> WORK REQUIRED: Report the tally of lines featuring the word "compass" in the entries below, without anything else.

[Stored data entries]
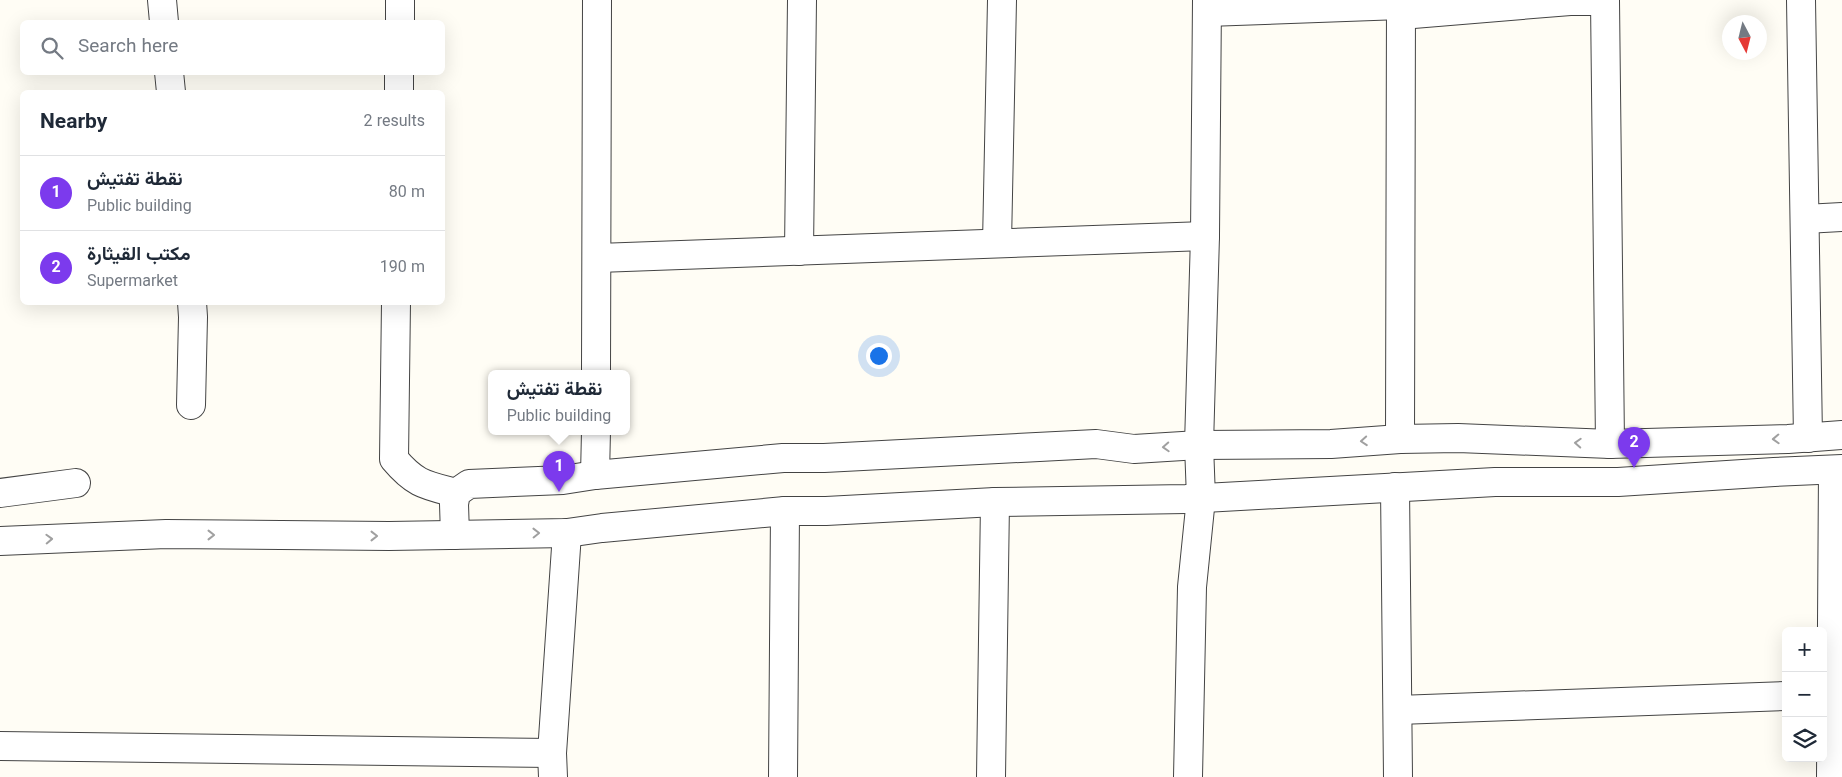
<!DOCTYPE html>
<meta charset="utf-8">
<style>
body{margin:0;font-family:Georgia,Vazirmatn,serif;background:#f6f6f7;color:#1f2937}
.controls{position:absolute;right:15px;bottom:15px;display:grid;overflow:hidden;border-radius:8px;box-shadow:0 5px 20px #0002}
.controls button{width:45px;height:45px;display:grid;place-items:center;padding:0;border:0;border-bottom:1px solid #e0e1e3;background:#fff;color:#1f2937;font:25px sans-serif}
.compass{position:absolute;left:1722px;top:15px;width:45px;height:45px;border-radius:50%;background:#fff;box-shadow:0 5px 20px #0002;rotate:173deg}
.you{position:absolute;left:878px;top:355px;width:18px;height:18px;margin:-12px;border:4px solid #fff;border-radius:50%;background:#1a73e8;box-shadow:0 0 0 8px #1a73e833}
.badge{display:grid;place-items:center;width:32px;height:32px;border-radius:50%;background:#7c3aed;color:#fff;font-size:16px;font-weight:700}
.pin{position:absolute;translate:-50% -41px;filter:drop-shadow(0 1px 2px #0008)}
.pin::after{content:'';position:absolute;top:26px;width:18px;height:15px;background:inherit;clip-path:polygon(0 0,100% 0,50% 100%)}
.popup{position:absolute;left:488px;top:370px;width:142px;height:65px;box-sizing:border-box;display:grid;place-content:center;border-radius:8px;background:#fff;filter:drop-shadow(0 1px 4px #0005);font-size:16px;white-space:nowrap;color:#747a83}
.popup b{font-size:19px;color:#1f2937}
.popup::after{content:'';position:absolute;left:50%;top:100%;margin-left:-10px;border:10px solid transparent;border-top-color:#fff}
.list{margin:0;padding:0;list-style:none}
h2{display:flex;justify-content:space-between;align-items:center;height:65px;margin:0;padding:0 20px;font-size:21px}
h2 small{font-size:16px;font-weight:400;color:#747a83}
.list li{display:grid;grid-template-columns:32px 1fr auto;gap:15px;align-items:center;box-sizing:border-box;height:75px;padding:0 20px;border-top:1px solid #e0e1e3}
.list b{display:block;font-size:19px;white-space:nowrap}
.list p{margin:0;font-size:16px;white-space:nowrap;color:#747a83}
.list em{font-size:16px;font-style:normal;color:#747a83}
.icon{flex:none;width:28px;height:28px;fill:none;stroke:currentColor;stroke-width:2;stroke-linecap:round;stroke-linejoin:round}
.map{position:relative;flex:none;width:1842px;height:777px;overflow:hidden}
.search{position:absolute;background:#fff;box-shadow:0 5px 20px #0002;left:20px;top:20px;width:425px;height:55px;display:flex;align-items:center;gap:12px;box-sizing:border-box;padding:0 18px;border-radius:8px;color:#747a83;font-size:19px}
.panel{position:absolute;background:#fff;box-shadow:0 5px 20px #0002;left:20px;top:90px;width:425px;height:215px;border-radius:8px}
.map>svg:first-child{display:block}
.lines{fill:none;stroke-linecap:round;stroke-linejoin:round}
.minor-casing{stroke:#444;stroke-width:30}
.minor{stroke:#fff;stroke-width:28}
.oneway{stroke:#a0a0a0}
</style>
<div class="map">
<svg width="1842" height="777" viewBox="0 0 1842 777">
<rect width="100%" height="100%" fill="#fffdf5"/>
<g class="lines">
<defs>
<g id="minor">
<polyline points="162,0 164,22"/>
<polyline points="1801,0 1808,438"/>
<polyline points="1207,12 1401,5"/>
<polyline points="1401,15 1570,1 1605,1 1610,444"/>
<polyline points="400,22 400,0"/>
<polyline points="169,72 171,92"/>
<polyline points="399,92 399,72"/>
<polyline points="1805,219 1842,217"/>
<polyline points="997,243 1002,0"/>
<polyline points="799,251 802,0"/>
<polyline points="598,258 1205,236"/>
<path d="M396,302L394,459C415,484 425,485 456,493"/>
<polyline points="596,373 597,0"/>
<polyline points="191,405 193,317 192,302"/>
<polyline points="1400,439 1401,0"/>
<polyline points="595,475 596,431"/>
<polyline points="1395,487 1398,777"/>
<polyline points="0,493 76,483"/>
<polyline points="455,535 454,504 456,493 469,484 563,480 595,475 783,458 824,458 1096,444 1134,449 1199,445 1331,444 1400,439 1458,438 1610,444 1788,439 1842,435"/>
<polyline points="0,541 166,534 389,536 567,533 602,528 785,511 826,511 995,502 1186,499 1495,482 1618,482 1774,472 1842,469"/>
<polyline points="1398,710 1786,696"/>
<polyline points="0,746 552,753"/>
<polyline points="553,777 552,753 567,533"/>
<polyline points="783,777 785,511"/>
<polyline points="991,777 995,502"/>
<polyline points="1188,777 1192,587 1201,498 1199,445 1205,236 1207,0"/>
<polyline points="1831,777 1833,470"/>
</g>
</defs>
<use href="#minor" class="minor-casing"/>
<use href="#minor" class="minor"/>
</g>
<defs><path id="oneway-chevron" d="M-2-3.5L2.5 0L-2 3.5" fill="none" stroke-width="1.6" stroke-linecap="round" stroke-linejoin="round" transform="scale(1.25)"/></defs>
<g class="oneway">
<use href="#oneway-chevron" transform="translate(1776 439) rotate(178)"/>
<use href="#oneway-chevron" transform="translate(1364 441) rotate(176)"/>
<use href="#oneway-chevron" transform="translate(1578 443) rotate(-177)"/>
<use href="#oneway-chevron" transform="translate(1166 447) rotate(177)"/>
<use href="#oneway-chevron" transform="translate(536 533) rotate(-1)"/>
<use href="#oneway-chevron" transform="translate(211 535)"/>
<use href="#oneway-chevron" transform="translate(374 536)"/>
<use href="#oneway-chevron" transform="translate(49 539) rotate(-2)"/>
</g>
</svg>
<div class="controls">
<button>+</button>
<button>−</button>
<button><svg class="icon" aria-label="layers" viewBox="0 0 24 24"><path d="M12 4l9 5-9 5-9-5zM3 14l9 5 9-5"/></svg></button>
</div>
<svg class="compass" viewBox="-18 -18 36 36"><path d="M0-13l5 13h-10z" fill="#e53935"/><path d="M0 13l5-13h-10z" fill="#747a83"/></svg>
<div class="you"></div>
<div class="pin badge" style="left:559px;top:492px">1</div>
<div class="popup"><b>نقطة تفتيش</b>Public building</div>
<div class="pin badge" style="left:1634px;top:468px">2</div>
<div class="search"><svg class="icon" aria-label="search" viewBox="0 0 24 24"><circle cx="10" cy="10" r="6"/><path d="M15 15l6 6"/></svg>Search here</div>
<section class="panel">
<h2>Nearby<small>2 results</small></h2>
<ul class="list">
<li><span class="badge">1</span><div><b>نقطة تفتيش</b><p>Public building</p></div><em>80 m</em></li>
<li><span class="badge">2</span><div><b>مكتب القيثارة</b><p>Supermarket</p></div><em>190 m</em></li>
</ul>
</section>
</div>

> RESPONSE AREA: 2